The impact which made this bowl has exposed even older rocks. These show evidence from orbit of clay minerals that were likely formed 4-4.5bn years ago in long-standing, neutral water.
This would be a window on to Mars' wetter, warmer past, a time when microbial life could perhaps have found conditions to its liking.
The clay mineral deposits look to be pretty big, covering a peak on the crater rim called Cape Tribulation. The peak is just visible to Opportunity when it looks to the horizon.
Will the rover make it to Endeavour after studying Santa Maria; will its systems hold out on the great drive?
Well, the signs are encouraging.
Santa Maria viewed from orbit: It was dug out in the geologically recent past
The "senior marathon runner" has managed more than 12km in just the past Martian year.
Nothing is for certain, of course, and you’ll notice I've made no mention in this post so far of Spirit, the other Nasa rover on Mars. Its seventh anniversary actually comes up before Opportunity, on 4 January.
Spirit is stuck fast in a sand trap, and has been in winter hibernation since March.
Sited at a higher latitude in the Martian Southern Hemisphere than is Opportunity, it doesn't currently receive enough sunlight to power its solar cells and communicate with Earth.

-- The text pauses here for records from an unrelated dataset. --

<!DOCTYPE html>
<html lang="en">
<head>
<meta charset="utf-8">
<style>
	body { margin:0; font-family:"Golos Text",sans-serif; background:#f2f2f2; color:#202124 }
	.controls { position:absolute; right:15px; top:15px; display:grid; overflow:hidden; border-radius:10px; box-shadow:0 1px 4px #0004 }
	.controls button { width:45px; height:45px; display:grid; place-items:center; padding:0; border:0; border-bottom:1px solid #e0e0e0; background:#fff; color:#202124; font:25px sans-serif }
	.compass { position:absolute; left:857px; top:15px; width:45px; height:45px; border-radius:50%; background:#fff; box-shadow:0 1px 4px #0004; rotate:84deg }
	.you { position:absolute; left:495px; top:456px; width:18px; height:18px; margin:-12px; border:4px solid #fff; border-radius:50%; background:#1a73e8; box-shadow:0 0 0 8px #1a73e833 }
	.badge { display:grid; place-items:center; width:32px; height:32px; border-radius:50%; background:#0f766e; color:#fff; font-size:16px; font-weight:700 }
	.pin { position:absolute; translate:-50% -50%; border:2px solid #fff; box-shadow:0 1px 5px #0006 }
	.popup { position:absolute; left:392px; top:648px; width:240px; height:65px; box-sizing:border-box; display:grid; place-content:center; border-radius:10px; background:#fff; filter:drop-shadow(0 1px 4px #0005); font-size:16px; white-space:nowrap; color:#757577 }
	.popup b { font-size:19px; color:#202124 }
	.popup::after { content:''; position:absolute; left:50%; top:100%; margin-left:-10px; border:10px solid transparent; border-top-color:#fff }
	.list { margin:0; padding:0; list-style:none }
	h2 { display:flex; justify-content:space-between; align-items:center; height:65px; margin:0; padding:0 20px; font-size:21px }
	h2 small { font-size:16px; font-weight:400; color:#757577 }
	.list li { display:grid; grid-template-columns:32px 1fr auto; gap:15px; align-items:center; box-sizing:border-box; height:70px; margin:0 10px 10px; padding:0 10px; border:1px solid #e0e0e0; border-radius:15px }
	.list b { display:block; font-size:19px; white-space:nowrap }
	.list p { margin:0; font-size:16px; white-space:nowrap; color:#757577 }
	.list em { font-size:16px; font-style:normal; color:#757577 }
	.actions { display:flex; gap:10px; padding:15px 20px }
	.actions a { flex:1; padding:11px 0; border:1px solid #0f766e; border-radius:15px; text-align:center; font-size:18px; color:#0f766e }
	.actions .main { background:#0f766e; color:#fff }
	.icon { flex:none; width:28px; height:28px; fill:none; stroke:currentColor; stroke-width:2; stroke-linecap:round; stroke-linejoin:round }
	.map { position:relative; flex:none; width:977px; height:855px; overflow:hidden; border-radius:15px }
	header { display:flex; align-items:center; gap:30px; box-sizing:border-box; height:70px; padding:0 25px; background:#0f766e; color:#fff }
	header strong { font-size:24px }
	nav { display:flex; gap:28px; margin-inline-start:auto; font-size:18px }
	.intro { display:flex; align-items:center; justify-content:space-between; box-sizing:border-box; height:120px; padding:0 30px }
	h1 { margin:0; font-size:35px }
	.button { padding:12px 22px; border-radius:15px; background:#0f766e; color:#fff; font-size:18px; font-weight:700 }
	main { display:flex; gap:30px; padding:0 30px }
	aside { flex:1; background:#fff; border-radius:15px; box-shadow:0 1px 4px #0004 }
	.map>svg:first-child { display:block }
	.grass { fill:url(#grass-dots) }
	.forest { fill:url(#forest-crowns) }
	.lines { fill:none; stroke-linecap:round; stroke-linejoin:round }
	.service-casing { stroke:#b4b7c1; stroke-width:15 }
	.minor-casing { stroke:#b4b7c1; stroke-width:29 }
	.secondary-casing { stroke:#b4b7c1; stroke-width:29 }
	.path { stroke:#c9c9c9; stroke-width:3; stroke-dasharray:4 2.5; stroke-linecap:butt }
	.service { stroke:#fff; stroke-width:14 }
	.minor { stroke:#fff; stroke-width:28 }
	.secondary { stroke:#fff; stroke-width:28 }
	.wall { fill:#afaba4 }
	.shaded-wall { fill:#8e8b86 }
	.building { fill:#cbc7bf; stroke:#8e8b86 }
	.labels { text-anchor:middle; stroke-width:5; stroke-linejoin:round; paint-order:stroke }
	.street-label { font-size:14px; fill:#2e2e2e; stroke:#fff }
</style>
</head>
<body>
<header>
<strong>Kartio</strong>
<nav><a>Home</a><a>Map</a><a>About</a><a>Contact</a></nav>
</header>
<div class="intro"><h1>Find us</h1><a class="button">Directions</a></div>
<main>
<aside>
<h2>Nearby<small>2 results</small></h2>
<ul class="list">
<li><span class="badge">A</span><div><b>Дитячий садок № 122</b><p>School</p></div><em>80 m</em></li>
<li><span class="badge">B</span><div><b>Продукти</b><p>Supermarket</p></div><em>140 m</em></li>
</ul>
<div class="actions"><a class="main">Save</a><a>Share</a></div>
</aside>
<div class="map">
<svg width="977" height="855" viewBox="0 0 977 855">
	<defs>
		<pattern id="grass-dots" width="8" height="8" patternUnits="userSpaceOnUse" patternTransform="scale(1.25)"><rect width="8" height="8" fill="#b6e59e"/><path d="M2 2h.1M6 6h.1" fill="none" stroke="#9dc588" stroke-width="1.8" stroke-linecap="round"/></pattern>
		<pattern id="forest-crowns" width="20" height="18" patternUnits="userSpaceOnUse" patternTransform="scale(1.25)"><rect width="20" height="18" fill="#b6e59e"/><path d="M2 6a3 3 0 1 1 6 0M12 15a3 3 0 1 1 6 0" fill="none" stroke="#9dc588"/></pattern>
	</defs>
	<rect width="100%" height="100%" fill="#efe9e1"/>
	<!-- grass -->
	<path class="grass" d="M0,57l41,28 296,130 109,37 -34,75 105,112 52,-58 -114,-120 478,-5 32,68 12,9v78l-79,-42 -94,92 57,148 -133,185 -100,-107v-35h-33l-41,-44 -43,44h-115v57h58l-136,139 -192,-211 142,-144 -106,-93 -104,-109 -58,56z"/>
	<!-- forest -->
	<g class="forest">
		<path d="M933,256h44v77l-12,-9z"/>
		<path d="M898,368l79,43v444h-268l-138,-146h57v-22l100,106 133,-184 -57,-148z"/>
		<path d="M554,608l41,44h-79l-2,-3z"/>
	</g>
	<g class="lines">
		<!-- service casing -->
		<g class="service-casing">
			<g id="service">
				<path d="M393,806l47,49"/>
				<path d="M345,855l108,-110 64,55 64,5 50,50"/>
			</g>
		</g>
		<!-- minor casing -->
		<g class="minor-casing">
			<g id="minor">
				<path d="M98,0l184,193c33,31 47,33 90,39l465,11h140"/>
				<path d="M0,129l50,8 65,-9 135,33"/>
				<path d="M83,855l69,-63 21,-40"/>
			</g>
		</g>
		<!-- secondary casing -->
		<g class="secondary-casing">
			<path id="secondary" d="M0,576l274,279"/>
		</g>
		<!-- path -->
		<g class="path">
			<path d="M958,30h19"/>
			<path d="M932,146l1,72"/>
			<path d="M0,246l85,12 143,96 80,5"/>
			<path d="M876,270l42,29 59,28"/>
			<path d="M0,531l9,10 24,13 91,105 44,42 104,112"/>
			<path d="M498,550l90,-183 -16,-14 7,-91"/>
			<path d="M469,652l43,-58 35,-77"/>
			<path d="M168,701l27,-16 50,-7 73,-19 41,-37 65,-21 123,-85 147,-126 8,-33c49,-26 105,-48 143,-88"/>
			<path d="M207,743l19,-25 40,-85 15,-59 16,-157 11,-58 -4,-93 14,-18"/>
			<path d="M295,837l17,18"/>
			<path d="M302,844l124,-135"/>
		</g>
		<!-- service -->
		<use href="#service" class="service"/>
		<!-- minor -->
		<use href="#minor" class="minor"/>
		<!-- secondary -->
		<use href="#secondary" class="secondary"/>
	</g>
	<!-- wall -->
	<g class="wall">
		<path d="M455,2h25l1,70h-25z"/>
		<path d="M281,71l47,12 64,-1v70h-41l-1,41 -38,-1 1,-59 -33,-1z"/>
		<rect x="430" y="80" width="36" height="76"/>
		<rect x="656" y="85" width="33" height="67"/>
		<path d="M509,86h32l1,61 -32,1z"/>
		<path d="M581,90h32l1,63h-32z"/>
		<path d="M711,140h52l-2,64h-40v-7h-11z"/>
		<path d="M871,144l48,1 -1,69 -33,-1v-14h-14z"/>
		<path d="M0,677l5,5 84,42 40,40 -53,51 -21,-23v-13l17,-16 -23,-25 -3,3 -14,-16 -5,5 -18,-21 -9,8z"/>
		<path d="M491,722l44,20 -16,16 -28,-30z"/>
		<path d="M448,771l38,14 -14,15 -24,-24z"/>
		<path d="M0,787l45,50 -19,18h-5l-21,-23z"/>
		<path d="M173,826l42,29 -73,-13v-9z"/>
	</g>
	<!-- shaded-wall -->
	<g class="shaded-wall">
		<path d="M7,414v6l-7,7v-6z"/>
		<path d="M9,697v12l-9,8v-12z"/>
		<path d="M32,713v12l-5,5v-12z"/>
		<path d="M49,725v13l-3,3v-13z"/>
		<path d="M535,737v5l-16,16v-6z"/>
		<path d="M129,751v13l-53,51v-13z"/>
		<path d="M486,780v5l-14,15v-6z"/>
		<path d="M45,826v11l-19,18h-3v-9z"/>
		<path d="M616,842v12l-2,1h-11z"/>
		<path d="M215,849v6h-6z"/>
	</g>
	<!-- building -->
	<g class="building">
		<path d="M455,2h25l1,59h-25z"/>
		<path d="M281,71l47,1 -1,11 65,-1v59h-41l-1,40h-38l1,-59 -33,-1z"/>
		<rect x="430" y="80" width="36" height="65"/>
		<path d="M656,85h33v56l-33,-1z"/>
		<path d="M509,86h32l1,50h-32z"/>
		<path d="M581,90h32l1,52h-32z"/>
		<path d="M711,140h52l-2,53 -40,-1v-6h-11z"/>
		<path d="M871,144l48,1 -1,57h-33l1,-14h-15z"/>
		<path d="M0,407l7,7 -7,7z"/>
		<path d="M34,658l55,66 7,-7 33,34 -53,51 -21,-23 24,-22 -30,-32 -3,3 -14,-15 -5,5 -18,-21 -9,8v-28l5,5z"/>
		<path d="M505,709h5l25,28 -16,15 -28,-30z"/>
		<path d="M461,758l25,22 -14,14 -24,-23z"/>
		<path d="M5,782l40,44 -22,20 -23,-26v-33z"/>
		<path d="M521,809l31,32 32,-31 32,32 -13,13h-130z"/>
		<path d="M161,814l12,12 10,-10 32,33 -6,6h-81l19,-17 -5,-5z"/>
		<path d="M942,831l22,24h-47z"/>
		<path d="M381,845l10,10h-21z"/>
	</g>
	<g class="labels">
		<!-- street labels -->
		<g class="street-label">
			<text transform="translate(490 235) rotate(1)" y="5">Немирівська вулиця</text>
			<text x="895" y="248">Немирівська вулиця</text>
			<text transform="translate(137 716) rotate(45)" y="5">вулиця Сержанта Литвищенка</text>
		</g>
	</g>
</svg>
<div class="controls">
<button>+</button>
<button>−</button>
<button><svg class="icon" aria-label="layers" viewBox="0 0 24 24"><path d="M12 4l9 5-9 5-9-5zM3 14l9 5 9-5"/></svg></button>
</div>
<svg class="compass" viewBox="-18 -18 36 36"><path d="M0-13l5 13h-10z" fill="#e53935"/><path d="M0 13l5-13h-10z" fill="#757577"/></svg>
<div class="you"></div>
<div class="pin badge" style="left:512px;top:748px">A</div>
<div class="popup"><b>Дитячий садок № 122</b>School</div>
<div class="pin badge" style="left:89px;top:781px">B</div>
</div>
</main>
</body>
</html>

Callas and his team of engineers have long since given up hope of ever driving Spirit again, but they do want to revive the machine - if only to act as a static weather station. Callas told me:
"Spirit is located further south than Opportunity is, and so its winters are a lot deeper and tougher. We've always had to position the rover by tilting it so that the solar arrays point towards the north. We weren't able to do that so the rover didn't have enough energy to stay awake in the winter time and so it’s gone into a deep sleep. Our models estimated that at some point in the springtime the rover would power back up.
"The concern though is that the rover should have seen colder temperatures than it had ever seen on Mars, and that it would get below the nominal cold operating temperature for the electronics.
"There's a risk that the rover wouldn't survive the winter. We're listening now; we're listening every day to see if the rover would autonomously wake up and talk to us. We've also been actively commanding to the rover in case it’s in a potential alternative fault mode. But the period of peak solar energy production is going to be around the mid-March timeframe.
"If we have not heard from Spirit by then the likelihood of hearing beyond that starts to decrease."